Directions for this task >> In the entries below, find each line with the word "nowrap" and return it.

Dataset entries >>
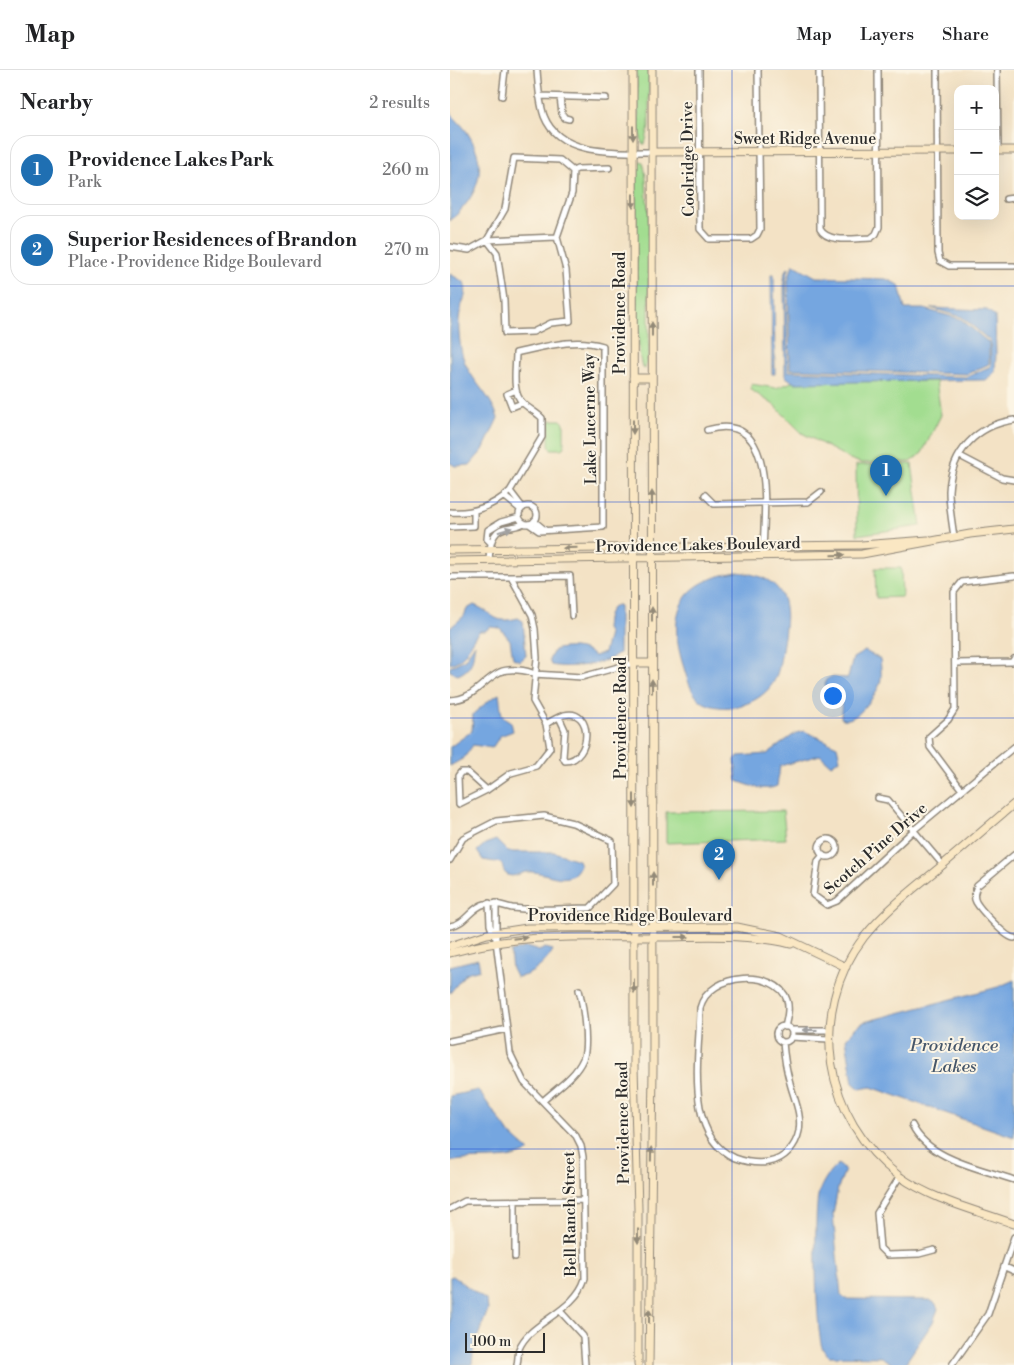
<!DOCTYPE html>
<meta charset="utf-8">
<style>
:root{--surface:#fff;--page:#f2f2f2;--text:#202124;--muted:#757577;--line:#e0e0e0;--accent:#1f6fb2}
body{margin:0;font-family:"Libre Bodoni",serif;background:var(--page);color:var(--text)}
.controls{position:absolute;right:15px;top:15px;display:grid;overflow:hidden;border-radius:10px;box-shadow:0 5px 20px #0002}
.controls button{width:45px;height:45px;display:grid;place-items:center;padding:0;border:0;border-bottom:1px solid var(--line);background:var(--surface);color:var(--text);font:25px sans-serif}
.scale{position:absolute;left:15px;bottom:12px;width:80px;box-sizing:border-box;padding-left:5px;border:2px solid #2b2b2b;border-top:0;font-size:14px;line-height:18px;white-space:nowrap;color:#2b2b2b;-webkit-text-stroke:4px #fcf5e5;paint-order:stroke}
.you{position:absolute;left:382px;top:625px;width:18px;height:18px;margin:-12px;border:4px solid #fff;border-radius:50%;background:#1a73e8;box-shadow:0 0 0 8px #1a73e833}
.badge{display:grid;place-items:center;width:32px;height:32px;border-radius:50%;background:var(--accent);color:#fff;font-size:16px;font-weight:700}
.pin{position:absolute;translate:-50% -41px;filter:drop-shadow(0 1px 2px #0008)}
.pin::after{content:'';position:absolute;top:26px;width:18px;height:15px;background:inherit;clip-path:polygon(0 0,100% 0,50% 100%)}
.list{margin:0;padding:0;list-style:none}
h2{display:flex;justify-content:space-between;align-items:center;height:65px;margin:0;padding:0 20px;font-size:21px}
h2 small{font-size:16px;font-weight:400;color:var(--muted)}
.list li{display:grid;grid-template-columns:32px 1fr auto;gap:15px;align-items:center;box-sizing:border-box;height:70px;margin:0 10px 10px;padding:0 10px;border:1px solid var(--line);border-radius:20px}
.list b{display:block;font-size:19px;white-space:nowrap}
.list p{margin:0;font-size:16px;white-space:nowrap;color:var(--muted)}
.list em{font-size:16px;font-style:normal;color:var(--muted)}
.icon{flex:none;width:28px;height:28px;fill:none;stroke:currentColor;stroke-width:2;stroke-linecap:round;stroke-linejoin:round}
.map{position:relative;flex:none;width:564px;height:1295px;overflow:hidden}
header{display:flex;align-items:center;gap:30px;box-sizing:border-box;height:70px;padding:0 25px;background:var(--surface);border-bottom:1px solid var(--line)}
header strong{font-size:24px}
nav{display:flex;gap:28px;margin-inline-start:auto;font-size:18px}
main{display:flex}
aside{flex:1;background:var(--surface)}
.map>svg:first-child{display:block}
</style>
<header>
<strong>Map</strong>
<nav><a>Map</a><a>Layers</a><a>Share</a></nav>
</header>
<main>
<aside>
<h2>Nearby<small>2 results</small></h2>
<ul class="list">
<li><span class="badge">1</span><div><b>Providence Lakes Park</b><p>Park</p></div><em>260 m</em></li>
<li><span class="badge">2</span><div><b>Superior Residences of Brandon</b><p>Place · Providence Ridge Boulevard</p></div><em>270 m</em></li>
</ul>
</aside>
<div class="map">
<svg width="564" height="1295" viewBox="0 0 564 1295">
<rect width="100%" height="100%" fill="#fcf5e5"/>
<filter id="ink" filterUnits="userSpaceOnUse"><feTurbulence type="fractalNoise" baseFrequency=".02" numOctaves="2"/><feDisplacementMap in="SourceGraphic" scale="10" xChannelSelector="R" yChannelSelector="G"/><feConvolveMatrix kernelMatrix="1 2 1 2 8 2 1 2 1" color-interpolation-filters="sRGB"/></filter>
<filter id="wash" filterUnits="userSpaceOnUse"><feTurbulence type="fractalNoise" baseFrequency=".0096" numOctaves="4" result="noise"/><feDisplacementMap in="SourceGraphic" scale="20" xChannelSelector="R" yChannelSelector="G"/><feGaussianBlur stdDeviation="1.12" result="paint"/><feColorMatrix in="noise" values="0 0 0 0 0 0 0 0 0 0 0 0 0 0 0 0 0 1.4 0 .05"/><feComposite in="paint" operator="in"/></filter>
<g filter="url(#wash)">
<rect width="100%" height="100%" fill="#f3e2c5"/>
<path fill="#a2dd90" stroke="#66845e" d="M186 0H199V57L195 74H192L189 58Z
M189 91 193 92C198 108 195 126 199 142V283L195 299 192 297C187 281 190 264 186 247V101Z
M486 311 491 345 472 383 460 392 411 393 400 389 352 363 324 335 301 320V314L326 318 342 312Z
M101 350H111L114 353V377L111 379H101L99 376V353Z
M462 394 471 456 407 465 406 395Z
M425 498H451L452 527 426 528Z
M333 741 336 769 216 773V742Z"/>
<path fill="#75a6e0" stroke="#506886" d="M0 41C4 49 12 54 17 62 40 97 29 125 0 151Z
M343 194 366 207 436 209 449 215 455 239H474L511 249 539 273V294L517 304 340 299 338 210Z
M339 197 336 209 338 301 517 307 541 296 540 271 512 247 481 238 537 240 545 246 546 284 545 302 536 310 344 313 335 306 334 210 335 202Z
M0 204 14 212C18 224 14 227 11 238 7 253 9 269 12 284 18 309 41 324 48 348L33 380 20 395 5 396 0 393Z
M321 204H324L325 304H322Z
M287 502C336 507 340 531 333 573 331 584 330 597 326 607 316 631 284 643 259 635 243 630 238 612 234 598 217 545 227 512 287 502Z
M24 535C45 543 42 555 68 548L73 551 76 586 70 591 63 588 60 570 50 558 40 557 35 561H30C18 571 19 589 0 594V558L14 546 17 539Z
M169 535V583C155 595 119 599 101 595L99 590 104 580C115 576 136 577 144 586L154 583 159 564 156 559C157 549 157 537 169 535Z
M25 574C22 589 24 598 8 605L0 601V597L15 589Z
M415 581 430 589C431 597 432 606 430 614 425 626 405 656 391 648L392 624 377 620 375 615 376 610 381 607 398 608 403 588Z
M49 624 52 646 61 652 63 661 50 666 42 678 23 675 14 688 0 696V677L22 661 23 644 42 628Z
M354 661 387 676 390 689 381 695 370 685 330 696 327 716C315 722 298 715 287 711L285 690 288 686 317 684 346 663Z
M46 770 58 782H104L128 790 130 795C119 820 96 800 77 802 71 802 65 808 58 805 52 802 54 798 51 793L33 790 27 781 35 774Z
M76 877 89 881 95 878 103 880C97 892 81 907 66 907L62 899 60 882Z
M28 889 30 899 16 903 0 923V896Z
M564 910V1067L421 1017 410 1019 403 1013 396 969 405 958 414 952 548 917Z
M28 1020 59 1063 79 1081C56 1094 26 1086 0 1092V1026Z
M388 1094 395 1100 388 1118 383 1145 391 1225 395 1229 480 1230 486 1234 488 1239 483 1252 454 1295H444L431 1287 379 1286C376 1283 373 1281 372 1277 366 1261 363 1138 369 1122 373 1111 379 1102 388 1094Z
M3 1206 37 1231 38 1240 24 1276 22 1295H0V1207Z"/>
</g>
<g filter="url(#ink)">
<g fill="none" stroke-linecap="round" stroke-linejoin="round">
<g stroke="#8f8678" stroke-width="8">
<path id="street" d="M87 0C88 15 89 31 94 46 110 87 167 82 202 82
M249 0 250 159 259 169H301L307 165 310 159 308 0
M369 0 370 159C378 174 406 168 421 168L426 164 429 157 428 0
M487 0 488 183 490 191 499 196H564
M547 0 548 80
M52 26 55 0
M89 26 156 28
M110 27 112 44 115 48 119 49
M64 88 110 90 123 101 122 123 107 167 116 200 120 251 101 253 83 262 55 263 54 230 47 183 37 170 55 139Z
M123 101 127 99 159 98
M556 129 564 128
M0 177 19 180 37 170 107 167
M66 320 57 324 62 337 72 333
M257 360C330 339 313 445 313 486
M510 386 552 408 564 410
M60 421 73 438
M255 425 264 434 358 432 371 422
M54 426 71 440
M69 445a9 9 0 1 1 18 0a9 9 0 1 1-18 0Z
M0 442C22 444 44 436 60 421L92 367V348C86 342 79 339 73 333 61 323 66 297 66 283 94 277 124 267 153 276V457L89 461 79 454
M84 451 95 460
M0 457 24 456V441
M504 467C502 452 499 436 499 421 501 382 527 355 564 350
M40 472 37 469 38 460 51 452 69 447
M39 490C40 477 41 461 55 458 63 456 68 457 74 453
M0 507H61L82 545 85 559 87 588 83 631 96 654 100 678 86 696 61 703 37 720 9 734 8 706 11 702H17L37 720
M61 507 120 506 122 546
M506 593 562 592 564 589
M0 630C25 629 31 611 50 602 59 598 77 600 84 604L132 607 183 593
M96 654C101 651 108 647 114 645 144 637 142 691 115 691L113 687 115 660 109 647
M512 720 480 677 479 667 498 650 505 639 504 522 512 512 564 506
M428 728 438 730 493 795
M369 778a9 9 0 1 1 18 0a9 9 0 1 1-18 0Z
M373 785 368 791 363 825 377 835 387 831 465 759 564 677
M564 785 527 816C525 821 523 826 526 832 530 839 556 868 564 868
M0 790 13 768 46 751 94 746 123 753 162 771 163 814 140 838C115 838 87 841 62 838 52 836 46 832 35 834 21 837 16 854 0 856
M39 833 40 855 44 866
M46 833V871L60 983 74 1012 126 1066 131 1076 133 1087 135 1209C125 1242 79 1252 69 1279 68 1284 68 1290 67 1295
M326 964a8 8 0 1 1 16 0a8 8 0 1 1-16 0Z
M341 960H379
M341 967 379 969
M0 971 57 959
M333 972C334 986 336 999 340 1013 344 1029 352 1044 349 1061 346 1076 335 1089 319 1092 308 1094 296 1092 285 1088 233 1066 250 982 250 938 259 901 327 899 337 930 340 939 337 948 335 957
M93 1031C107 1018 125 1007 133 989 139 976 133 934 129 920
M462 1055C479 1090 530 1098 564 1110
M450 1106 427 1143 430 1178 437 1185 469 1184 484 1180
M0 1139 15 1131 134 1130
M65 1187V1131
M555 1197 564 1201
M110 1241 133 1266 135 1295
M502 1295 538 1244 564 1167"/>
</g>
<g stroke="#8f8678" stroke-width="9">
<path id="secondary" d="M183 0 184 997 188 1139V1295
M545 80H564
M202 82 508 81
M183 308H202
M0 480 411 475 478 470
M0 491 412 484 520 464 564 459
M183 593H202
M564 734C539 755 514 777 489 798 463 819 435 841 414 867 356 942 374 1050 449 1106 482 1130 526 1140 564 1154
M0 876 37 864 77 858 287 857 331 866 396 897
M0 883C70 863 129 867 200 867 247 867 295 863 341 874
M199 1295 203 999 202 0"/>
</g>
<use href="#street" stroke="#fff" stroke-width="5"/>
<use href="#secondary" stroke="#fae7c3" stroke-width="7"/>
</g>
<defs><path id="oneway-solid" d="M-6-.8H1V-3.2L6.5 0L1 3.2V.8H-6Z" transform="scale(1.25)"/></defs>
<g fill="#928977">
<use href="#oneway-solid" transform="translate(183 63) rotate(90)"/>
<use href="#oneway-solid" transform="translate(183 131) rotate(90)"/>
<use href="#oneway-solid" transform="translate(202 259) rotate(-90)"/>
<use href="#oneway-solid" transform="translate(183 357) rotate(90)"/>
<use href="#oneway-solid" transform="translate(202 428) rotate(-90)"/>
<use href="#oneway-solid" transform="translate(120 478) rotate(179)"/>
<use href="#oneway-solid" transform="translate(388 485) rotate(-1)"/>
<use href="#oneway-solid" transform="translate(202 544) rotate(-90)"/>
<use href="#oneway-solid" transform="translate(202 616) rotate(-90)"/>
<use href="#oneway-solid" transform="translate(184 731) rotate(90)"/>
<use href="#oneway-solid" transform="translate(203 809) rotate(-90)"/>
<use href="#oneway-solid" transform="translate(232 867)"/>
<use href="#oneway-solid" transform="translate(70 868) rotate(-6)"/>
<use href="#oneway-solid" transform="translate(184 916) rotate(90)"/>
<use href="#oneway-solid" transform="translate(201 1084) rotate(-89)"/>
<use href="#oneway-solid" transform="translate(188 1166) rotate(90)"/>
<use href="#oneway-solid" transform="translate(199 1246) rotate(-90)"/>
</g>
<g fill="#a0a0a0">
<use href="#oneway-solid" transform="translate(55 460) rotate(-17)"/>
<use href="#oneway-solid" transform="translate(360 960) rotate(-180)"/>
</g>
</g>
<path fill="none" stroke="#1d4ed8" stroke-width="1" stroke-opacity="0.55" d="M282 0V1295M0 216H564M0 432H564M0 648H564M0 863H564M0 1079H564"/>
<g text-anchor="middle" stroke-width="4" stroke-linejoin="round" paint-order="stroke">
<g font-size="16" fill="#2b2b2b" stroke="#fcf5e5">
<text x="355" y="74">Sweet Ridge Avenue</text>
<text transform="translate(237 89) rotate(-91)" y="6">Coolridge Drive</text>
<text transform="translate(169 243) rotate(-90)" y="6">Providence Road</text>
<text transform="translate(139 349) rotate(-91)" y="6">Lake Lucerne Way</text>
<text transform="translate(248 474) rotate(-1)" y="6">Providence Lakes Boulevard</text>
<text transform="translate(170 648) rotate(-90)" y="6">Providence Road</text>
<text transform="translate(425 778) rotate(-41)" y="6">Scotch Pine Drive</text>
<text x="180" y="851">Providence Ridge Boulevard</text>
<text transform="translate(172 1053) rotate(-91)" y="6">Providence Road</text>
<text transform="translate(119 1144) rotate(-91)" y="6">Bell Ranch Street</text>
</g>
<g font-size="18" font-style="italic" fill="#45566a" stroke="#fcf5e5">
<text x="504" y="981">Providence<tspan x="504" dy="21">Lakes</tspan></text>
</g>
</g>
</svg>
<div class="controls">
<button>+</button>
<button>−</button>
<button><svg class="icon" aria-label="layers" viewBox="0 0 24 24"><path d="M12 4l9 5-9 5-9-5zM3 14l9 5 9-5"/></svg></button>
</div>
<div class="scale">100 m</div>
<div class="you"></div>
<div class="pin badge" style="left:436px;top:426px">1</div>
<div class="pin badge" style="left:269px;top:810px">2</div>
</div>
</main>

Final answer >>
.scale{position:absolute;left:15px;bottom:12px;width:80px;box-sizing:border-box;padding-left:5px;border:2px solid #2b2b2b;border-top:0;font-size:14px;line-height:18px;white-space:nowrap;color:#2b2b2b;-webkit-text-stroke:4px #fcf5e5;paint-order:stroke}
.list b{display:block;font-size:19px;white-space:nowrap}
.list p{margin:0;font-size:16px;white-space:nowrap;color:var(--muted)}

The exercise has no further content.